» Exercise goal
Go through the records and report each line holding the string "absolute".

[[ Task input, beginning ]]

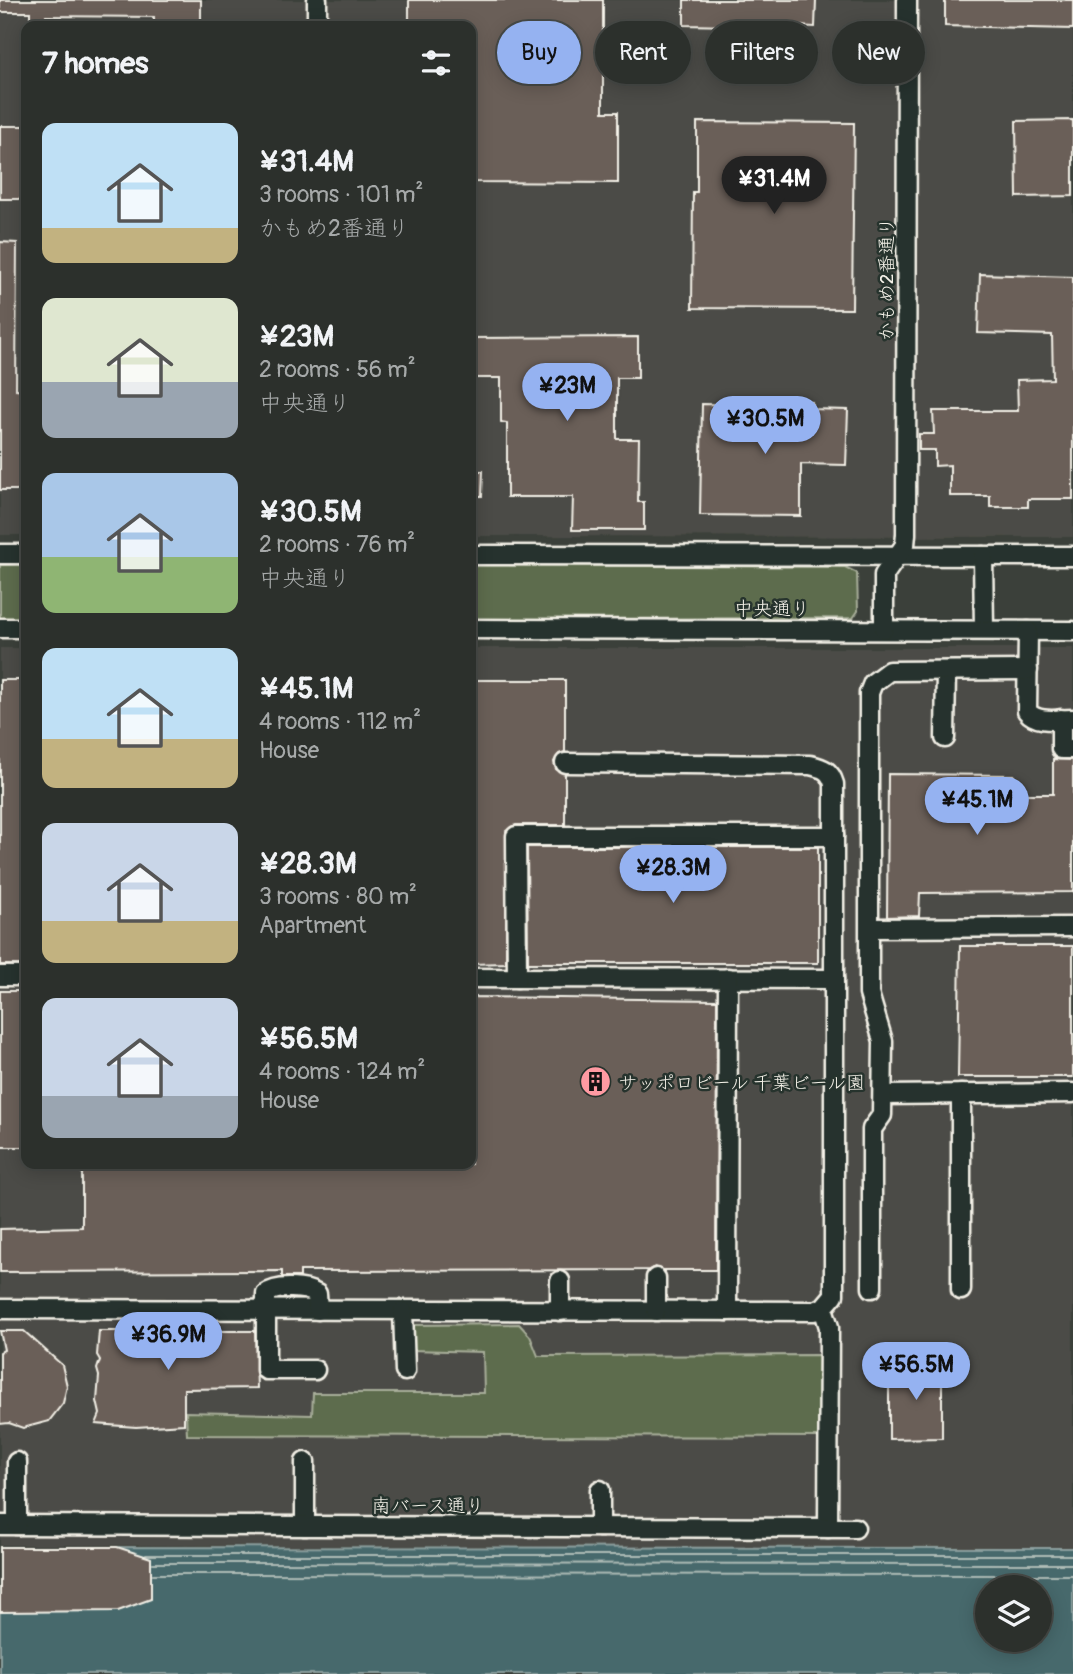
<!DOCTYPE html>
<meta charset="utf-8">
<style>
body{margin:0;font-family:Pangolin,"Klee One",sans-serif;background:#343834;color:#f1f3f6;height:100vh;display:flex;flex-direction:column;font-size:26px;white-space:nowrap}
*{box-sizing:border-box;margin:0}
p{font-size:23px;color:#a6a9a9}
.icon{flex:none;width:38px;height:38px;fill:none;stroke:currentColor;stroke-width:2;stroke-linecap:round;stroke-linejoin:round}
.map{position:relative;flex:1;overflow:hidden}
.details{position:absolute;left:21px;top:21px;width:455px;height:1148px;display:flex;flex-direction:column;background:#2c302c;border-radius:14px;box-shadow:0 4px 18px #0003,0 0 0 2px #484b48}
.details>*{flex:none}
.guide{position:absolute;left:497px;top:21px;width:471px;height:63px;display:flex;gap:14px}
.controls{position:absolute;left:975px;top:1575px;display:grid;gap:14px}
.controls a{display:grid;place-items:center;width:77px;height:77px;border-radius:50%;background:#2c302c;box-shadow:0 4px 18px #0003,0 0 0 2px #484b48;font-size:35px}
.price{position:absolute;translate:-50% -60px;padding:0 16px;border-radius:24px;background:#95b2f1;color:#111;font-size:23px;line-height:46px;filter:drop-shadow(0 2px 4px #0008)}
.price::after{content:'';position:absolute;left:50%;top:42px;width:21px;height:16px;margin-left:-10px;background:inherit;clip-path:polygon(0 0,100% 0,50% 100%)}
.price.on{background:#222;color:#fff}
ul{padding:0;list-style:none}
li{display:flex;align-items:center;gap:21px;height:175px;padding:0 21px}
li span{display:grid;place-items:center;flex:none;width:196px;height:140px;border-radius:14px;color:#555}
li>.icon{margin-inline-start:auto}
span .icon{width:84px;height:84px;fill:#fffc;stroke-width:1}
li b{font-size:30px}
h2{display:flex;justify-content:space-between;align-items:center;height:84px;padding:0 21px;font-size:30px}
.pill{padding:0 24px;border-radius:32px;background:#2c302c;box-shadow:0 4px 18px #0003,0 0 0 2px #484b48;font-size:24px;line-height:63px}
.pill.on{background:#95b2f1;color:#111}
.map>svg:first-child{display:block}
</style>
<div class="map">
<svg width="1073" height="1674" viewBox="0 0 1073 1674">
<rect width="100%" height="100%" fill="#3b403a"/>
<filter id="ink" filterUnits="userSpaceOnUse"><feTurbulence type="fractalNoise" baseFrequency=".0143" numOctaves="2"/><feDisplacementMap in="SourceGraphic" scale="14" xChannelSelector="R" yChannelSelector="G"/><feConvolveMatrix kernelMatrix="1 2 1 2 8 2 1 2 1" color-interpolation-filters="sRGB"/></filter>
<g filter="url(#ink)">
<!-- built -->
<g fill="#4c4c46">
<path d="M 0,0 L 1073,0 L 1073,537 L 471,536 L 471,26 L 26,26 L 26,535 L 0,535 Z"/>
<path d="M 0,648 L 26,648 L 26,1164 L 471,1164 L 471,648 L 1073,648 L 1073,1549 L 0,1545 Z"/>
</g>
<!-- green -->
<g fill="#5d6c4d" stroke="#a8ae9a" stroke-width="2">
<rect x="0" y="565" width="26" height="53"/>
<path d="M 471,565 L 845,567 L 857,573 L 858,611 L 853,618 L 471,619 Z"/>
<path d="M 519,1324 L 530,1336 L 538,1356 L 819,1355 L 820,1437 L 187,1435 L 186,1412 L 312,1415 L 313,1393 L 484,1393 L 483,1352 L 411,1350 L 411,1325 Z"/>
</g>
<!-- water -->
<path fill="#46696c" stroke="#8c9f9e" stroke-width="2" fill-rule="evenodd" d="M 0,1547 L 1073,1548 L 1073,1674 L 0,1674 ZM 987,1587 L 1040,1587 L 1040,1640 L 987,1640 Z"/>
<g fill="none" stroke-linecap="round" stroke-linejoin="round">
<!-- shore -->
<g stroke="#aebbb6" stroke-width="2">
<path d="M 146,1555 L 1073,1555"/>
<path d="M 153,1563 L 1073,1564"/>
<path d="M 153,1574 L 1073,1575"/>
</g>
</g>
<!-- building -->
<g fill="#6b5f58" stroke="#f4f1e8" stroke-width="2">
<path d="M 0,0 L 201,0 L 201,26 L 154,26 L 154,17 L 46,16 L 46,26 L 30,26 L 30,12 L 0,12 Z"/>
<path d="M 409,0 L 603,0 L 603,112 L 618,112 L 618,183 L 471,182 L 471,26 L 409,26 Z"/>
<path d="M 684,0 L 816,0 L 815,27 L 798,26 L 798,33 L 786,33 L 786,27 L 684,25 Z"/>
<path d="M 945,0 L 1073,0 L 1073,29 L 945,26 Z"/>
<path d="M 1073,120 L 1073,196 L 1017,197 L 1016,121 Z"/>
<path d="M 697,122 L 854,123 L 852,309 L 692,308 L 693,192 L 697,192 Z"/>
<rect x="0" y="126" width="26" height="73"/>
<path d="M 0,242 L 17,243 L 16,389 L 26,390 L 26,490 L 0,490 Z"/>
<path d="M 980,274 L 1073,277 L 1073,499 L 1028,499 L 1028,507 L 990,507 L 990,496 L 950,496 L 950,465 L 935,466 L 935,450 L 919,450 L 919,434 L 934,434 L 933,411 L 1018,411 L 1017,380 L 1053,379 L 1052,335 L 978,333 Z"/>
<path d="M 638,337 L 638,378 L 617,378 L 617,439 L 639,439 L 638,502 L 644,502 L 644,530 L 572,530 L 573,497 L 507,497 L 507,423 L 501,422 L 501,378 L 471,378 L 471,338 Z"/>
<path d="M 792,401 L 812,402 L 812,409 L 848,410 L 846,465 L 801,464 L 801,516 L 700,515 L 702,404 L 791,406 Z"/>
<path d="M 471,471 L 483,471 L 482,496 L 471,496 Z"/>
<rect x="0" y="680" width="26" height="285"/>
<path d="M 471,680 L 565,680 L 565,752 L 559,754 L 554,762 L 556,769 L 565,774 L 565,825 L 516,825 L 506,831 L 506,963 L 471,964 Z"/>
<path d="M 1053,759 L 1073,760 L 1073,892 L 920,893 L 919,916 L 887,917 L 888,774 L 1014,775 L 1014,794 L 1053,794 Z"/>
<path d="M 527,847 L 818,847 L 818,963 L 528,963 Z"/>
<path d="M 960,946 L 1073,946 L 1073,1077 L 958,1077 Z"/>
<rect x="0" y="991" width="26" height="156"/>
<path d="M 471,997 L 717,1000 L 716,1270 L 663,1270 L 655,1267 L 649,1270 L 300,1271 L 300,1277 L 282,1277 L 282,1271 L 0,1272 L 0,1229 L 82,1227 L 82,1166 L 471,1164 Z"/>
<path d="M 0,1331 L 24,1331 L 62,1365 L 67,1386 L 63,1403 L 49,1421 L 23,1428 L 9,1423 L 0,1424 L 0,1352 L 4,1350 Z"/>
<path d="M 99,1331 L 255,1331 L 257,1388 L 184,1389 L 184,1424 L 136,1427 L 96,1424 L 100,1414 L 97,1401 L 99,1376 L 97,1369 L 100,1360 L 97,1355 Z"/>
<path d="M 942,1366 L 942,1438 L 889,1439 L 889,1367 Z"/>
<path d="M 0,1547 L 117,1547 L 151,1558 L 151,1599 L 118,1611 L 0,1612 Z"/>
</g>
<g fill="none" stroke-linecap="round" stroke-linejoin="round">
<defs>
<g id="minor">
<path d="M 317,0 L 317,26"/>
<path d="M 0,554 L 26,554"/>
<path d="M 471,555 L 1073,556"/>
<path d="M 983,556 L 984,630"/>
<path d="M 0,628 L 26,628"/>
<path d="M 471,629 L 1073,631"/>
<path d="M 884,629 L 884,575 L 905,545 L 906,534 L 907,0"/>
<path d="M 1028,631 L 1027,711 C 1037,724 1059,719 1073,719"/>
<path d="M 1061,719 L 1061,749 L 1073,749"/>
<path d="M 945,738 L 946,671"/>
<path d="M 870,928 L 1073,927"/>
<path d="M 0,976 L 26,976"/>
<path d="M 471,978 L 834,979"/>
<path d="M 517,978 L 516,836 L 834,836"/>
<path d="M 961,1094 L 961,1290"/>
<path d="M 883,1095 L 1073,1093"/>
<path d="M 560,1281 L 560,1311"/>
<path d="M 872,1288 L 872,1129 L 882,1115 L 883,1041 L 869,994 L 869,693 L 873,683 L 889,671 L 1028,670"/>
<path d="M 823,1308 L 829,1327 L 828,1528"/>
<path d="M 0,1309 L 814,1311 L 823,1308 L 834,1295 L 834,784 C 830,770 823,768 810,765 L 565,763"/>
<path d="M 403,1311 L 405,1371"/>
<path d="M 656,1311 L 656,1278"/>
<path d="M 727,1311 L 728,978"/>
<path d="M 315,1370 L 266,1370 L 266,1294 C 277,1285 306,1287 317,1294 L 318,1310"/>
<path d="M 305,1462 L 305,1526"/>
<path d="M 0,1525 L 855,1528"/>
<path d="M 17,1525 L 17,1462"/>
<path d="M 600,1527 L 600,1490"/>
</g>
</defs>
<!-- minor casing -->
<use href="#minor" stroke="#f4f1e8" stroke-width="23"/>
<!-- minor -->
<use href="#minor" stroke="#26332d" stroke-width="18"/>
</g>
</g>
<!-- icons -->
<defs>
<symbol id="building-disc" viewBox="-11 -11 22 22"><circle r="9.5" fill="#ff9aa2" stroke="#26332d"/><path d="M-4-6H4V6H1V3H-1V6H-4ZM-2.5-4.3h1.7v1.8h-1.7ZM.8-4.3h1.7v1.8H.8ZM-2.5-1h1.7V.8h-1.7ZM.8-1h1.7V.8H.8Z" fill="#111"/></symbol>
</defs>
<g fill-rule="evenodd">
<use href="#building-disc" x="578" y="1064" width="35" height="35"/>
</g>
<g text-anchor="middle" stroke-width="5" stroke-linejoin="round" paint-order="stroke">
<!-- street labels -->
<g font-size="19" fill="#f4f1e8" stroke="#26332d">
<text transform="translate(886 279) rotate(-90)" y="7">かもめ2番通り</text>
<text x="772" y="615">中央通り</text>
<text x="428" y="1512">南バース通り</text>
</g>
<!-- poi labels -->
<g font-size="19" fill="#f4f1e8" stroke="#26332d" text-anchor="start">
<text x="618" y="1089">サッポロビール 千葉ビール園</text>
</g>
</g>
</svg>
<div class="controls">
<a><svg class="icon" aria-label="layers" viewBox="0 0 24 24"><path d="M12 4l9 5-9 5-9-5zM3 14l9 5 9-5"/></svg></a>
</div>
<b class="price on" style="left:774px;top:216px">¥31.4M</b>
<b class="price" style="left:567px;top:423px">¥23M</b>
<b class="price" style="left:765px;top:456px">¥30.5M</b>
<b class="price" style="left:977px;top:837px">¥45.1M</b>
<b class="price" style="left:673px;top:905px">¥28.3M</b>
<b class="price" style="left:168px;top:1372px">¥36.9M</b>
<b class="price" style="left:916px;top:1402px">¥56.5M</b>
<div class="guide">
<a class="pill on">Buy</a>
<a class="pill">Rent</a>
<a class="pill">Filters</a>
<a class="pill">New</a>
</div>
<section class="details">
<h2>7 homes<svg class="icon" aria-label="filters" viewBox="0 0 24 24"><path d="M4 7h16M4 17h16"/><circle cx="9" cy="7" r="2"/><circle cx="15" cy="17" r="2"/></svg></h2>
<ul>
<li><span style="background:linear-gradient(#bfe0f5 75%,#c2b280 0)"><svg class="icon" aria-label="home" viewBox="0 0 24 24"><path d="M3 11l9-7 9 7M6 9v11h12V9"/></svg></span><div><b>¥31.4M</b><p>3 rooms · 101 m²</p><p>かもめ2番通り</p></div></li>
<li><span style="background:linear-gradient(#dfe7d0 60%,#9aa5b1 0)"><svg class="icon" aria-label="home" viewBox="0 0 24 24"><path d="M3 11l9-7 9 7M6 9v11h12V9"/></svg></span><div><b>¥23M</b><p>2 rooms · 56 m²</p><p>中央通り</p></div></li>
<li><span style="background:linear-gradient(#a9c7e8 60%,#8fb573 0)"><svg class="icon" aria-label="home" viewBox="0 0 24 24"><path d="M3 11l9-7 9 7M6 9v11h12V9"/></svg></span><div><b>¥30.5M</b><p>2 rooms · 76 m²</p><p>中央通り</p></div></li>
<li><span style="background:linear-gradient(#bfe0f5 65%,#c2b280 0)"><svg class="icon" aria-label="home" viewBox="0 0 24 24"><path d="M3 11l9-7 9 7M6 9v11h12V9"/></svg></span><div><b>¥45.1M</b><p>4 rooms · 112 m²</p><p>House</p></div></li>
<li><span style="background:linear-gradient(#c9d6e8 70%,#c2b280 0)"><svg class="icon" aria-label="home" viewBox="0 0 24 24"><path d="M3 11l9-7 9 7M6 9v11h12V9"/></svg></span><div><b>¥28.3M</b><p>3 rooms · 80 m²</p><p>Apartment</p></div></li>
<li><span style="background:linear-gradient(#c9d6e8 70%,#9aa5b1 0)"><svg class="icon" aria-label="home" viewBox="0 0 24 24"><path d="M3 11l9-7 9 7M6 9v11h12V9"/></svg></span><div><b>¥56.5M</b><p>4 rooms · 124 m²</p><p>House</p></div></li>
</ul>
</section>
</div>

[[ Task input, end ]]

» Answer space
.details{position:absolute;left:21px;top:21px;width:455px;height:1148px;display:flex;flex-direction:column;background:#2c302c;border-radius:14px;box-shadow:0 4px 18px #0003,0 0 0 2px #484b48}
.guide{position:absolute;left:497px;top:21px;width:471px;height:63px;display:flex;gap:14px}
.controls{position:absolute;left:975px;top:1575px;display:grid;gap:14px}
.price{position:absolute;translate:-50% -60px;padding:0 16px;border-radius:24px;background:#95b2f1;color:#111;font-size:23px;line-height:46px;filter:drop-shadow(0 2px 4px #0008)}
.price::after{content:'';position:absolute;left:50%;top:42px;width:21px;height:16px;margin-left:-10px;background:inherit;clip-path:polygon(0 0,100% 0,50% 100%)}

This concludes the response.